İnsanlar da, toplular da, şehirler de, devletler de... bunlar birbiriyle kardeş olabilir. Kardeşler birbirleriyle kavga da edebilir. Bunda hiç bir beis yok. Fakat kardeş olabilmek ve öyle kalabilmek, taraflar için büyük kazançlar getirecektir. Örneğin Azerbaycan' la ne gibi bir derdimiz olabilir ki? Adamın yönetim şekline, iç işlerine, dinine-mezhebine karışmazsan bizim Azerbaycan' la ne gibi bir derdimiz olabilir? Zaten bütün sıkıntılar bundan kaynaklanıyor. Komşu ve kardeş devletlerin iç işlerine karışmak! Gündelik hayatta kaynana, kayın baba, kaynata, elti, görümce, kardeş, bacanak kavgaları bile bundan oluyor.
Bakınız bir örnek vereceğim; 16.yüzyıla kadar dünyayı kül halinde Türk Milleti yönetiyordu. Doğu' da Safaviler, Anadolu ve Balkanlarda Osmanlı Devleti, Ortadoğu ve Mısırda Memluk Devleti... Bu üç devlet köken itibariyle Türk-Müslüman ve kardeş oldukları halde birbirleriyle mücadele etmişlerdir. Sonuç olarak Memluk devleti yıkılmış, safevi devleti büyük ölçüde güçten düşmüş ve önemini kaybetmiş, Osmanlı devleti ise görece güçlenmiş olamakla birlikte aslında hinterlandını veya potansiyel müttefiklerini kaybetmiştir. Nitekim yüz yıla kalmadan Osmanlı devleti de çöküşe geçmiştir. Çünkü, asıl düşmanları bırakıp; potansiyel müttefikler veya kardeşleriyle savaşa tutuştukları için hem asıl motivasyon kaynaklarını hem de güçlerini kaybetmişlerdir.

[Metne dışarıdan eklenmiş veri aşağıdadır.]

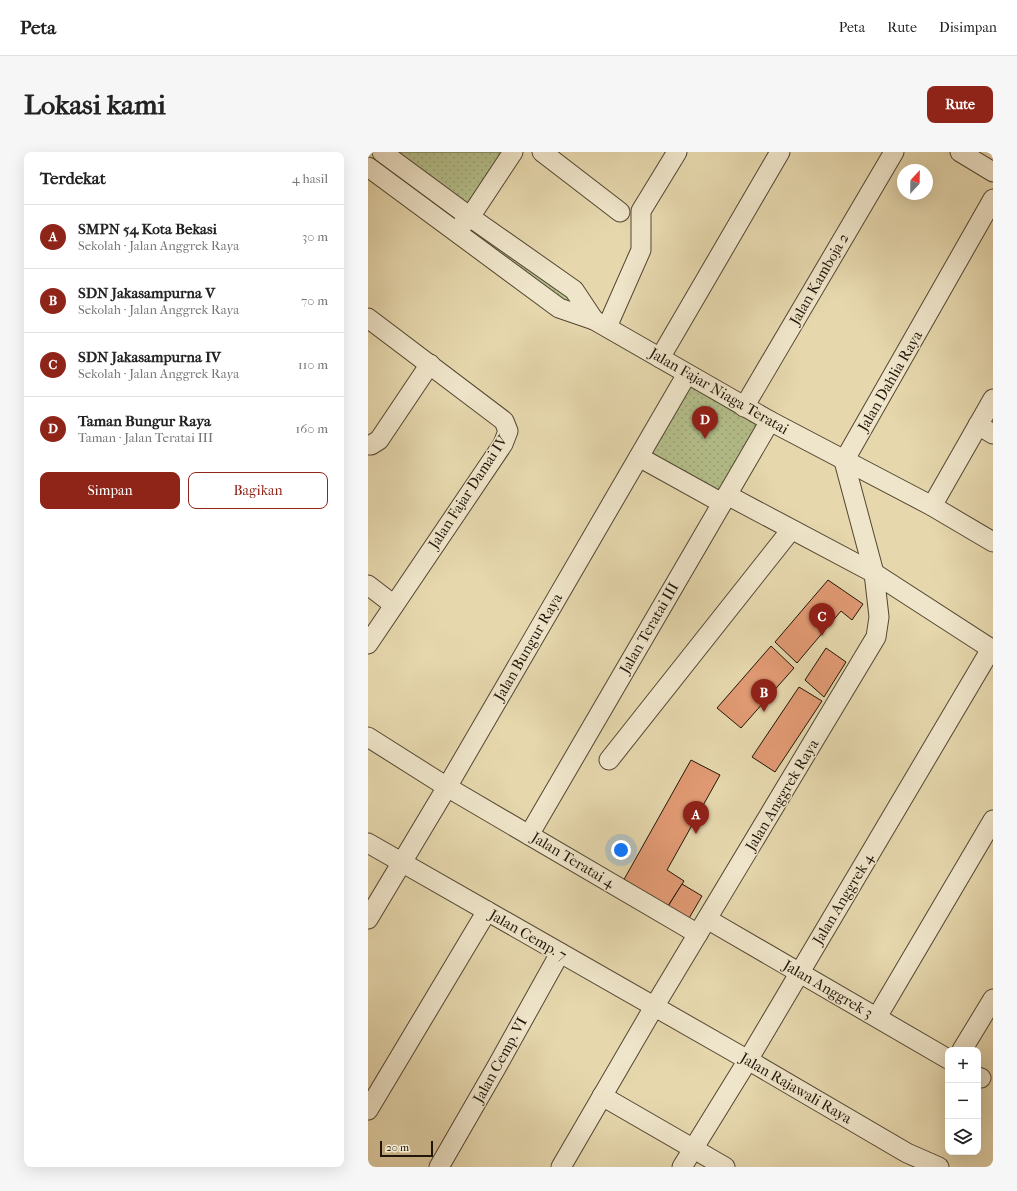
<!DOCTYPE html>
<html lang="id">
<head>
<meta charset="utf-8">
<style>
  body { margin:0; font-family:"IM FELL French Canon",serif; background:#f6f6f6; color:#222 }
  .controls { position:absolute; right:12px; bottom:12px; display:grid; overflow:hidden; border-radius:8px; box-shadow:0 4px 16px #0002 }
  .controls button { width:36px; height:36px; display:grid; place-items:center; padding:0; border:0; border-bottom:1px solid #e0e0e0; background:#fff; color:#222; font:20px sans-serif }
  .compass { position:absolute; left:529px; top:12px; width:36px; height:36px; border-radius:50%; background:#fff; box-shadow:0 4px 16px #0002; rotate:22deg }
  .scale { position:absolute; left:12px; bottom:10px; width:53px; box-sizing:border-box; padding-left:4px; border:2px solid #211609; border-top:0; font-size:11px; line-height:14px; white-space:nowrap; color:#211609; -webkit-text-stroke:3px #efe5ca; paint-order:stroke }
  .you { position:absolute; left:253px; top:698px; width:14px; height:14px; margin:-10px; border:3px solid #fff; border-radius:50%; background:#1a73e8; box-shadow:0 0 0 6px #1a73e833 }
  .badge { display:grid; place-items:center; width:26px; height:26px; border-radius:50%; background:#8f2418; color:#fff; font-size:13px; font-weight:700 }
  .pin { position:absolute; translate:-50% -33px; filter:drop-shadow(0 1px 2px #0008) }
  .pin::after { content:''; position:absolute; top:21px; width:14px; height:12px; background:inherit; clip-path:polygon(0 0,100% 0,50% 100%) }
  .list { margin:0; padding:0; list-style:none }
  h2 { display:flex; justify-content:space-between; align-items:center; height:52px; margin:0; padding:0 16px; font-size:17px }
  h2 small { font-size:13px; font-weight:400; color:#767676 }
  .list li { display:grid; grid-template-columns:26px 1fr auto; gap:12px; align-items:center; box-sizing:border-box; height:64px; padding:0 16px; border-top:1px solid #e0e0e0 }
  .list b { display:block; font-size:15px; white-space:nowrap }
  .list p { margin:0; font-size:13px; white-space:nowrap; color:#767676 }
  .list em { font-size:13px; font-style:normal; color:#767676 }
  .actions { display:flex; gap:8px; padding:12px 16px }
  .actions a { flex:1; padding:9px 0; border:1px solid #8f2418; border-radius:8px; text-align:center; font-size:14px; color:#8f2418 }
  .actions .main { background:#8f2418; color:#fff }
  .icon { flex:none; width:22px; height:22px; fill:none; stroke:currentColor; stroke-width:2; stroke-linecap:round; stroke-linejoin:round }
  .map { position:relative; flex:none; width:625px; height:1015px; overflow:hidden; border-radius:8px }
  header { display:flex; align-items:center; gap:24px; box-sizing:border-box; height:56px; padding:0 20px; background:#fff; border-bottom:1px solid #e0e0e0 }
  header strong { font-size:19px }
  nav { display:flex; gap:22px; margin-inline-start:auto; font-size:14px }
  .intro { display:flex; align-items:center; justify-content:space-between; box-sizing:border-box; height:96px; padding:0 24px }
  h1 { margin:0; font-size:28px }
  .button { padding:10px 18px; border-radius:8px; background:#8f2418; color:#fff; font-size:14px; font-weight:700 }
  main { display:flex; gap:24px; padding:0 24px }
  aside { flex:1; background:#fff; border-radius:8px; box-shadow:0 4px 16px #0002 }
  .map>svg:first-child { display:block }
</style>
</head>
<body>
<header>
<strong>Peta</strong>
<nav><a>Peta</a><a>Rute</a><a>Disimpan</a></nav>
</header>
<div class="intro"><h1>Lokasi kami</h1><a class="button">Rute</a></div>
<main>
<aside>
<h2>Terdekat<small>4 hasil</small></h2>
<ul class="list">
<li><span class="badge">A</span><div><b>SMPN 54 Kota Bekasi</b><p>Sekolah · Jalan Anggrek Raya</p></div><em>30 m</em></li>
<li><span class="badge">B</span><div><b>SDN Jakasampurna V</b><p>Sekolah · Jalan Anggrek Raya</p></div><em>70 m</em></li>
<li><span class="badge">C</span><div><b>SDN Jakasampurna IV</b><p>Sekolah · Jalan Anggrek Raya</p></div><em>110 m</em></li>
<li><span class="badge">D</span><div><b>Taman Bungur Raya</b><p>Taman · Jalan Teratai III</p></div><em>160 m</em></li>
</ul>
<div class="actions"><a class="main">Simpan</a><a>Bagikan</a></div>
</aside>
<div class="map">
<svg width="625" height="1015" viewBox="0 0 625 1015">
  <defs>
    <pattern id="park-dots" width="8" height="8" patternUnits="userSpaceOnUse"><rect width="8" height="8" fill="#b4be8a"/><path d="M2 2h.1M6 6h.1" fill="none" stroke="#9aa376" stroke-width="1.8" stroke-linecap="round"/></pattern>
  </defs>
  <rect width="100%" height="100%" fill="#e6d7ad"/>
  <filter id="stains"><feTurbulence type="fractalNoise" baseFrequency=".005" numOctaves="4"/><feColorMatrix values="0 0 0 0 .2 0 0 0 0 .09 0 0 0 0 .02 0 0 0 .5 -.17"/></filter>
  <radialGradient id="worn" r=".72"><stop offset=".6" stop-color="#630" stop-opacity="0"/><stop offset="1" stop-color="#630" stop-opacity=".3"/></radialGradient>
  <g fill="url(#park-dots)" stroke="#6a6a4a">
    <polygon points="26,0 134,0 99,53"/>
    <polygon points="102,70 203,142 214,159 194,152 95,80"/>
    <polygon points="320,227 397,271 354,345 276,304"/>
  </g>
  <g fill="#e19a73" stroke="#211609">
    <polygon points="460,428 495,452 484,468 473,459 429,511 407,490"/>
    <polygon points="403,494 426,516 373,576 349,556"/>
    <polygon points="458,496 478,510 456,545 437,528"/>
    <polygon points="431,535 454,549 407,620 384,605"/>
    <polygon points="323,608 352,623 299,718 316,729 298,757 254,731"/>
    <polygon points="314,732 334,744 320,768 299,756"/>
  </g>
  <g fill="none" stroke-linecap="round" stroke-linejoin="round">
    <g stroke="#524632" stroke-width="21">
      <g id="minor">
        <polyline points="14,0 102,65 206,138 226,168"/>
        <polyline points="174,0 252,60"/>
        <polyline points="592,0 625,20"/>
        <polyline points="0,15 191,156 226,168 402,269 564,354 625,390"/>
        <polyline points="93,74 102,65 145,0"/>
        <polyline points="0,166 136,269 140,279 135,292 0,492"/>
        <polyline points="239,175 273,98 273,59 309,0"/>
        <polyline points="292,206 412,0"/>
        <polyline points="376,255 526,0"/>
        <polyline points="610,273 625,282"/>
        <polyline points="0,293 3,293 11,288 62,212"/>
        <polyline points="271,305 354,351"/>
        <polyline points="359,343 506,421 625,498"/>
        <polyline points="564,354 625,247"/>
        <polyline points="0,433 26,453"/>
        <polyline points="0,585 79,635 330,782"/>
        <polyline points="241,608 423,378"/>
        <polyline points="161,683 402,269"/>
        <polyline points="0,691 380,908 539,1001 571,1015"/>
        <polyline points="0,767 79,635 319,222"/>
        <polyline points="339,767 580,907"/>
        <polyline points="509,865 625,668"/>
        <polyline points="594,898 625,847"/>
        <polyline points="610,925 613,926"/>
        <polyline points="234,944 357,1015"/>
        <polyline points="0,958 119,759"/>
        <polyline points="71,1015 128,916 192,801"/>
        <polyline points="193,1015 286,855 508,485 511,465 506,421 476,309 625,47"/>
        <polyline points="314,1015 380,908 623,497"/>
      </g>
    </g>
    <use href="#minor" stroke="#efe5ca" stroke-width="19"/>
  </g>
  <g text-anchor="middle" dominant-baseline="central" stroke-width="3" stroke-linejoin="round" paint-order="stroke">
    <g font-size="15" fill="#211609" stroke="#efe5ca">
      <text transform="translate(451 127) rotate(-60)">Jalan Kamboja 2</text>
      <text transform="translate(522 229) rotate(-60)">Jalan Dahlia Raya</text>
      <text transform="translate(351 239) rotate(30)">Jalan Fajar Niaga Teratai</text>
      <text transform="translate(100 340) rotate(-57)">Jalan Fajar Damai IV</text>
      <text transform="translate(281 476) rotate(-60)">Jalan Teratai III</text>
      <text transform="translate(160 495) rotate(-60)">Jalan Bungur Raya</text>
      <text transform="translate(414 643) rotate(-59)">Jalan Anggrek Raya</text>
      <text transform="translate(205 708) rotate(31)">Jalan Teratai 4</text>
      <text transform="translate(475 747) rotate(-59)">Jalan Anggrek 4</text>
      <text transform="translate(160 783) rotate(30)">Jalan Cemp. 7</text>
      <text transform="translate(460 837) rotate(30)">Jalan Anggrek 3</text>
      <text transform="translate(132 908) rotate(-61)">Jalan Cemp. VI</text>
      <text transform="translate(428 936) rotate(30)">Jalan Rajawali Raya</text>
    </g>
  </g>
  <rect width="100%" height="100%" filter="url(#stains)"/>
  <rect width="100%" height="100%" fill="url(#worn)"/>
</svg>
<div class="controls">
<button>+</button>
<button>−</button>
<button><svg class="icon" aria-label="layers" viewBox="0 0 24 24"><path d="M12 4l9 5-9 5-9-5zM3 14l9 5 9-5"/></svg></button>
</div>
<svg class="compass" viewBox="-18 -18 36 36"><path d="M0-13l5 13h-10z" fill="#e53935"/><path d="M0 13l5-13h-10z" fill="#767676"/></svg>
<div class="scale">20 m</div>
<div class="you"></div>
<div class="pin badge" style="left:328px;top:682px">A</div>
<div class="pin badge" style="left:396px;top:560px">B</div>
<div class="pin badge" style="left:454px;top:484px">C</div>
<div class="pin badge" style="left:337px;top:287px">D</div>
</div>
</main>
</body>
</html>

Size bir şey söyleyim mi; bizler halen 1514 Çaldıran, 1516 Mercidabık ve 1517 Ridaniye Savaşlarının cezasını çekiyoruz. Tarihi olayları sebeb-sonuç ilişkisiyle analiz ettiğimizde bu söylediklerime hak vereceksiniz. ne olmuş oldu; Memluk ve Safevi devleti gibi iki büyük Türk devleti tarih sahnesinden silinmiş oldu... peki bu savaşları kazanmakla elimize ne geçti; tarihi iyi analiz ederlerse; hiç bir şey geçmediğini göreceklerdir. Netice de o topraklar da elimizden gitti.